Why don’t you live like De Niro or Monroe at a hotel?
At home with a concierge, a spa, a gym, fancy restaurants, and 24/7 guest services, why not?
PIED À TERRE Chateau Marmont on Sunset Strip, in West Hollywood, California, last year (Valerie Macon for AFP)
Spent the weekend at the Grand Hyatt in BGC. I was on the 45th floor, might as well have been on top of the world. From my altitude, the surrounding buildings seemed dwarfed, and there were picture windows so clear the glass panes seemed nonexistent everywhere I turned that I might as well have been in the clouds.
Yes, I was up in the sky, yet everything I needed from earth down below I could have just by dialing guest services. No sooner had I made one press on the wireless than a guy came up to help me figure out the Illy espresso machine, but while he was at it, he might as well make me coffee. He did. I made a mental note to send him off to fetch me some bath salts in case I found the mood to waste precious time in the tub, but that would have been too Marie Antoinette of me in this century.

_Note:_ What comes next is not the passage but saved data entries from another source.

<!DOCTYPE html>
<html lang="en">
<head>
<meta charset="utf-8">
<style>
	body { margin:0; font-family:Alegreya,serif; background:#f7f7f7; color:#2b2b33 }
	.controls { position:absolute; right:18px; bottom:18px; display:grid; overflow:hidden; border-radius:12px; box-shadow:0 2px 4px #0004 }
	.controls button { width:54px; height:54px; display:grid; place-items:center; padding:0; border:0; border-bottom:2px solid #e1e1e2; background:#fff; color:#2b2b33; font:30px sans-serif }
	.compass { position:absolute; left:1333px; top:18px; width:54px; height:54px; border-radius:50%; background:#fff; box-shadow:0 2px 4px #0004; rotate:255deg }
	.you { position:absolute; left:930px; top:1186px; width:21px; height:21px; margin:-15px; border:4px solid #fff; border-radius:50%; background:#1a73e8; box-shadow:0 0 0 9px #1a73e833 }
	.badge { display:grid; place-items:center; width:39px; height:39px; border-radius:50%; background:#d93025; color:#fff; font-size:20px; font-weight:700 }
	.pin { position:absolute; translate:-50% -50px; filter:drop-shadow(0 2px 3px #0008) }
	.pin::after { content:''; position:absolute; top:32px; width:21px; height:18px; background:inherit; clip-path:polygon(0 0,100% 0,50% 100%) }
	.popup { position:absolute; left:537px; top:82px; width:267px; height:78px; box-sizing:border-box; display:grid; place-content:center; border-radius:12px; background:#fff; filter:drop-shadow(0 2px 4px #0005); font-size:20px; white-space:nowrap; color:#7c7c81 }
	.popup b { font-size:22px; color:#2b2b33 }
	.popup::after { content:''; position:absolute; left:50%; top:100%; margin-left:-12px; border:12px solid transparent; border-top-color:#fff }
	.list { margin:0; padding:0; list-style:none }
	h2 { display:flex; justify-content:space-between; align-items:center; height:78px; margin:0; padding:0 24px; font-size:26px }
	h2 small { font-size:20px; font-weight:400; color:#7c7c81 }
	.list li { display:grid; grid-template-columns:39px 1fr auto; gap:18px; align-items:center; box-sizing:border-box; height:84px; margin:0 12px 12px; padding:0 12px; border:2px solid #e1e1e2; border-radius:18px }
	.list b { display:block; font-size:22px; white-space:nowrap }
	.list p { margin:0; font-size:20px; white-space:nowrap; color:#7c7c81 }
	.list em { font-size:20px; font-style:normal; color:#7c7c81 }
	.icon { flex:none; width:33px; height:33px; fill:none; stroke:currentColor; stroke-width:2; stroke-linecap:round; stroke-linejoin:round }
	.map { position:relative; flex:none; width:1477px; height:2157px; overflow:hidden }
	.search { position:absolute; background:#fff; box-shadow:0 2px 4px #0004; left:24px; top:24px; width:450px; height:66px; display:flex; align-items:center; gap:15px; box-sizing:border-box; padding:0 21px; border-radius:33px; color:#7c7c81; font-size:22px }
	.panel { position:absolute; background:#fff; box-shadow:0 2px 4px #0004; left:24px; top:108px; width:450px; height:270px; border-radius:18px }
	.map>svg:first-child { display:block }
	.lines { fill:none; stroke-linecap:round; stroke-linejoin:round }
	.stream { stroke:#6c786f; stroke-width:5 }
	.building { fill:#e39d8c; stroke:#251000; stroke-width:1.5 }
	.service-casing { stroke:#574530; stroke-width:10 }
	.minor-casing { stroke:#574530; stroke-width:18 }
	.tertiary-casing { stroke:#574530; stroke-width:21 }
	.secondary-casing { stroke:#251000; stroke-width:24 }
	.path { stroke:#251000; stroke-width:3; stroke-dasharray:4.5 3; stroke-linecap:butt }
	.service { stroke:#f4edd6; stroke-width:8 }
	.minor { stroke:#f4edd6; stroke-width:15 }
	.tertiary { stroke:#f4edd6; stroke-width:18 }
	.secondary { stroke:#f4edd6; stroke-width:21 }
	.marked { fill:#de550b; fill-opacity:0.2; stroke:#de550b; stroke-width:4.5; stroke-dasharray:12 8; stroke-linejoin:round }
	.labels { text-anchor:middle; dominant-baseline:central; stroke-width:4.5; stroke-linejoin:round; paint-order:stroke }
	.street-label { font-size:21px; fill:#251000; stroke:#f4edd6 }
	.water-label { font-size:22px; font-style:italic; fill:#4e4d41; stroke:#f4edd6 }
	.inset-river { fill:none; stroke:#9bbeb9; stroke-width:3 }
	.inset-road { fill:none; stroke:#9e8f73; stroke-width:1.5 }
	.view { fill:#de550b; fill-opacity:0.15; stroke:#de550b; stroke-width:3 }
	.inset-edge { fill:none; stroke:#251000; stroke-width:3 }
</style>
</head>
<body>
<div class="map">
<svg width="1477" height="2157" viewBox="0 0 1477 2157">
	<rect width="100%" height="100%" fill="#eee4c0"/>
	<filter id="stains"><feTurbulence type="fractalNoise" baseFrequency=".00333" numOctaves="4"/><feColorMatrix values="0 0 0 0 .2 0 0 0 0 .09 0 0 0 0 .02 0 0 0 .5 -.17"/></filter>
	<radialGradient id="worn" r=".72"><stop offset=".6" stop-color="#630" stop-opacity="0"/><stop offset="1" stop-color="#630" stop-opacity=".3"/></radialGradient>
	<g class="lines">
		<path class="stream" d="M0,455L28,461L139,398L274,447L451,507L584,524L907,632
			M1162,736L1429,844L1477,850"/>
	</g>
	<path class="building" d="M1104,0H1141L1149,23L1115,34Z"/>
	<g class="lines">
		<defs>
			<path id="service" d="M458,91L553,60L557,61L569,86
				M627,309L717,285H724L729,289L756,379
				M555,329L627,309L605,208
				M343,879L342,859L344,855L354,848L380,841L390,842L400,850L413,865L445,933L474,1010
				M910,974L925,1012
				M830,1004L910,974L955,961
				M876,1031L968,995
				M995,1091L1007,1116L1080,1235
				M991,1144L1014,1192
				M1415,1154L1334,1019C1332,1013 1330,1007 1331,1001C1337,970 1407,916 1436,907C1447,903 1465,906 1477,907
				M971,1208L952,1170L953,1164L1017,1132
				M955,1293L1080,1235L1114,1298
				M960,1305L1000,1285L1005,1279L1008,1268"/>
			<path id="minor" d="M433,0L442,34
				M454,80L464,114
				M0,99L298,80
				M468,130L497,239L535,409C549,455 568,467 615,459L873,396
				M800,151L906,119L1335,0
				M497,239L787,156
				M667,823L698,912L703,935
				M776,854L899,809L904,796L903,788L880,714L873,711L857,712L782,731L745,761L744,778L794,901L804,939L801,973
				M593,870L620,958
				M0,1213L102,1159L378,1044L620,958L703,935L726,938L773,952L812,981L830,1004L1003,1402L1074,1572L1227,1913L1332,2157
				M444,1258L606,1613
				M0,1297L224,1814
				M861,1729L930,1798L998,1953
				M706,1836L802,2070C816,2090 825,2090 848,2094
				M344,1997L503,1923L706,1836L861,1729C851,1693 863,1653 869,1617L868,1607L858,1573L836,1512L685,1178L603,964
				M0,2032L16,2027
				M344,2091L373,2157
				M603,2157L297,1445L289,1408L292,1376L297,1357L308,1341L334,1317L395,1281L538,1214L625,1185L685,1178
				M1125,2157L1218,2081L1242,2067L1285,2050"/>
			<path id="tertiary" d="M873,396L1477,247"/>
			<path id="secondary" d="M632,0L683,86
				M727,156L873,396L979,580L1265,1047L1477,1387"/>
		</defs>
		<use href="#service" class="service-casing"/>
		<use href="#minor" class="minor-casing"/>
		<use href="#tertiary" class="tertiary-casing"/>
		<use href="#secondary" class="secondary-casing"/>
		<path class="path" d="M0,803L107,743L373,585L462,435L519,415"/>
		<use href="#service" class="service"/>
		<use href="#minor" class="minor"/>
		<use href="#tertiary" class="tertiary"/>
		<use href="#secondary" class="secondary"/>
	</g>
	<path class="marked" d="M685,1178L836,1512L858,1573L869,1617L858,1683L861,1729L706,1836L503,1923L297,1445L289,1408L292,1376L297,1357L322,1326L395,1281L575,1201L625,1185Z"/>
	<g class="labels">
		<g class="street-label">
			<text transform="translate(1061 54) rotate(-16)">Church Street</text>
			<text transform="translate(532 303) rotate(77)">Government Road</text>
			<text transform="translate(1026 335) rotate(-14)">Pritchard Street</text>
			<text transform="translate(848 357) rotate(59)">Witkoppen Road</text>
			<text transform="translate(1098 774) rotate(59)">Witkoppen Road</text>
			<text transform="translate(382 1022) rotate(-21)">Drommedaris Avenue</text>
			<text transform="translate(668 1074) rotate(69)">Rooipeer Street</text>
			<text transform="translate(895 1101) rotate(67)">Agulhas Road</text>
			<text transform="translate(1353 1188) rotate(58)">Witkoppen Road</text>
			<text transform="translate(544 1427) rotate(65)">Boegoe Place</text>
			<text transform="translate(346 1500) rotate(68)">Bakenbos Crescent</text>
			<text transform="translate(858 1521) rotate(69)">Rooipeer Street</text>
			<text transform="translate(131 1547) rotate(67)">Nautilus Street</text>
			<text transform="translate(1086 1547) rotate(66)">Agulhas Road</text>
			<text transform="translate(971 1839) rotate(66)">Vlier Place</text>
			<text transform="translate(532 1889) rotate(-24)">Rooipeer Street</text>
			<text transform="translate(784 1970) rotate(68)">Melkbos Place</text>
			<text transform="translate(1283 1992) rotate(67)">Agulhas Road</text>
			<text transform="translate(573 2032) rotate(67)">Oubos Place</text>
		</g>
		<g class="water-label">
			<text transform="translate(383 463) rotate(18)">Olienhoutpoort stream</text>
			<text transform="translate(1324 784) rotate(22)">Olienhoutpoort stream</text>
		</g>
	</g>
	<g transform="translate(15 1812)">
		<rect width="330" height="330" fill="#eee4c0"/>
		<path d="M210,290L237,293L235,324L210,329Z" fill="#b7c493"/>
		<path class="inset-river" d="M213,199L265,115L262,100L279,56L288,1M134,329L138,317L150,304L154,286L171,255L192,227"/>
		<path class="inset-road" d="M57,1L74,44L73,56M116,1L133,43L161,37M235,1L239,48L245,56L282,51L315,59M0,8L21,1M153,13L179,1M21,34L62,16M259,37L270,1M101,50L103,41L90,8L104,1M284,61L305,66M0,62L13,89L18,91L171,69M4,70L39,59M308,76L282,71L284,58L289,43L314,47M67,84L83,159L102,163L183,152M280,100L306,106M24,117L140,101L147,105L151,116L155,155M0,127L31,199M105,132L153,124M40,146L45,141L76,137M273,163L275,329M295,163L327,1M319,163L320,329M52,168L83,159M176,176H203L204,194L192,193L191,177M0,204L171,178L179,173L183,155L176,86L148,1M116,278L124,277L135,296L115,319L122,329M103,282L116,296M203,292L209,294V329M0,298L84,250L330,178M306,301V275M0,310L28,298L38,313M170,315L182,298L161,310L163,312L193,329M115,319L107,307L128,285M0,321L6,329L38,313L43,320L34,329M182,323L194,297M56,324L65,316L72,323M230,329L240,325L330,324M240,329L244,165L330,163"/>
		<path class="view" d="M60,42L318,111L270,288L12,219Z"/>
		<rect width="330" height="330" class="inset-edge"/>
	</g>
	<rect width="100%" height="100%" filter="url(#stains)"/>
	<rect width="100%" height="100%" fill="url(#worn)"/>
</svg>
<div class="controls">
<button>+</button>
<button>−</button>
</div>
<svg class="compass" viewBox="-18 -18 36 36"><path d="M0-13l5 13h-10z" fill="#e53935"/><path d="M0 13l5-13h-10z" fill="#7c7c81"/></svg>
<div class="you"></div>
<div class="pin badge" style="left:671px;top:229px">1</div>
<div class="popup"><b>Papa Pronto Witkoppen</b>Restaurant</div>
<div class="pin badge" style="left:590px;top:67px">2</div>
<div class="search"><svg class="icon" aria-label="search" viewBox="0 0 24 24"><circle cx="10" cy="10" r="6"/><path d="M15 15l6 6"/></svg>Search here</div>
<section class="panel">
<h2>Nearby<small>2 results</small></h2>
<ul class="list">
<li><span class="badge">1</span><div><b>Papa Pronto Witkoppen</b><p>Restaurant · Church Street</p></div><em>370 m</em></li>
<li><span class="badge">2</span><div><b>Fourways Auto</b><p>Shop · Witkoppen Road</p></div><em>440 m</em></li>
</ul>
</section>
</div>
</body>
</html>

Last year, as this still-lurking, still-lingering party-pooper of a virus sent us all home grounded, some enterprising young creative made wise use of his time sheltering in place by renovating his room to look and feel like a hotel suite. He posted everything like a project in progress on social media and each of his posts went viral, spreading like wildfire on the internet feeds.
Who doesn’t want to live in a hotel? Who doesn’t want to extend a grand hotel stay for a month, a year, a decade, a lifetime?